Un arsenal législatif jugé insuffisant
Pourtant, l’exécutif a montré ces dernières années un activisme certain en matière de transparence. Mais l’arsenal législatif est jugé insuffisant par une partie de la société civile. Le droit d’accès à l’information ? Trop limité. La loi sur les lanceurs d’alerte qui dénoncent des faits de corruption ? Elle ne protège ni les fonctionnaires ni les salariés du privé. Le projet de loi sur la criminalisation de l’enrichissement illicite ? Toujours dans les cartons. Quant à la stratégie nationale de lutte contre la corruption lancée en 2016, « la commission chargée de son suivi et de son évaluation ne s’est réunie que deux fois en sept ans », regrette Ahmed Bernoussi, le secrétaire général adjoint de Transparency Maroc.

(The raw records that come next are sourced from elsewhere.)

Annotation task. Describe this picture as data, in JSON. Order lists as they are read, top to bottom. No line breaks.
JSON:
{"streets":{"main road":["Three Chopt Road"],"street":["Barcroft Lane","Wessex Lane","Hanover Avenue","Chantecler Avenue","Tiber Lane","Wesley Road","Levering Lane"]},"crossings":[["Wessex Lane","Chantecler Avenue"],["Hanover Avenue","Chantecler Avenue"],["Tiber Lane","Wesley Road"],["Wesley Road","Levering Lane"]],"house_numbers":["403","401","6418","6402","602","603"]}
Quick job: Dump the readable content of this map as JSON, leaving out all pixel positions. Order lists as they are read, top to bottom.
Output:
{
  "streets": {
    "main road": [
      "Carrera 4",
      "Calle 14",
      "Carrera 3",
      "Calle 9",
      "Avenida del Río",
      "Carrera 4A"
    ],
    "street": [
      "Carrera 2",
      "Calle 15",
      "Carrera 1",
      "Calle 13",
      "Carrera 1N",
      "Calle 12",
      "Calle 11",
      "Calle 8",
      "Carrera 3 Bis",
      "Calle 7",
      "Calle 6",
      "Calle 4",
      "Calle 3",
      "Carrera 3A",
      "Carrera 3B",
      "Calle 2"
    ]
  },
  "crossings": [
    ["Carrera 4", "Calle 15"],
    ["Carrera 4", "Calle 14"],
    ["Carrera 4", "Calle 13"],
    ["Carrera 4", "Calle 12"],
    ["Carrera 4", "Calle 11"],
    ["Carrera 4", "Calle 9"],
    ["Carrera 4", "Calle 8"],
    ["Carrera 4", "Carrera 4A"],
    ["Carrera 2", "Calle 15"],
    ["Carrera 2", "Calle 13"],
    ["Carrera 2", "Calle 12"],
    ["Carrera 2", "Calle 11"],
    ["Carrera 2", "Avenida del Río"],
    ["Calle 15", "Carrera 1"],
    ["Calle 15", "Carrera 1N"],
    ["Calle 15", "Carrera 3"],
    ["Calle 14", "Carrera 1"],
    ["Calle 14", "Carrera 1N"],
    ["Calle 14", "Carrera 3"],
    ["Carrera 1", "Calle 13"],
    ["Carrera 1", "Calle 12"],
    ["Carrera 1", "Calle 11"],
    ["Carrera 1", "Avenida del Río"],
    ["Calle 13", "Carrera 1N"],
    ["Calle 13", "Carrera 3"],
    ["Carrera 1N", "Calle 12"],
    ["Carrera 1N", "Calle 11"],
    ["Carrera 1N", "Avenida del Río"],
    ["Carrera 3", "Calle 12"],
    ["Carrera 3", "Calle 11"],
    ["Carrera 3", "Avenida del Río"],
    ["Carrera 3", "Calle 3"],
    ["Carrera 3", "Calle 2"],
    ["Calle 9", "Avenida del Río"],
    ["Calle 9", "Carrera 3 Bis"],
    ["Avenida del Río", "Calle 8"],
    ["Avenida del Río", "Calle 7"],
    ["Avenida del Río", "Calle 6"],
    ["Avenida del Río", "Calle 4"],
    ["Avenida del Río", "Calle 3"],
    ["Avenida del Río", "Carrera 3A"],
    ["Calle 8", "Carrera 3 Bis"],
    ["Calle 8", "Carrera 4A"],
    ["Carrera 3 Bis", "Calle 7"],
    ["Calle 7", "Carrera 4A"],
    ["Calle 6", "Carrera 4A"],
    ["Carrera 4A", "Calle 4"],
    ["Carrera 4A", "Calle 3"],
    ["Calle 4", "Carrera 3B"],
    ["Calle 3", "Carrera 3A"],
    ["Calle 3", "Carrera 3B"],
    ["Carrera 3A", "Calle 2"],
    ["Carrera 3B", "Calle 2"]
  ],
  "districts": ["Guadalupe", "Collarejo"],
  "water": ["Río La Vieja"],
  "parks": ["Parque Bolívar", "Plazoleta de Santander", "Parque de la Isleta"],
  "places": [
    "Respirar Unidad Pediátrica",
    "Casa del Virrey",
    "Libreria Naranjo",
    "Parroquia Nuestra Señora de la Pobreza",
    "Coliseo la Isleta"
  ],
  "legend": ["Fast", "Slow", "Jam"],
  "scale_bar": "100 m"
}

De l’avis des observateurs, l’imbrication entre les affaires et la politique représente la partie immergée de l’iceberg de la corruption. « C’est lié à la manière dont s’organise le processus électoral au Maroc, explique le docteur en géographie David Goeury, auteur de nombreuses analyses sur le champ politique marocain. Les partis de militants, dont les membres mènent campagne bénévolement, sont de moins en moins nombreux. Par conséquent, la majorité des partis préfèrent s’appuyer sur des notables, qui présentent un triple avantage : ils sont connus localement, ils ont des relais et, surtout, des ressources financières. Une campagne peut coûter très cher et certains notables n’hésitent pas à avoir recours à l’achat de voix. »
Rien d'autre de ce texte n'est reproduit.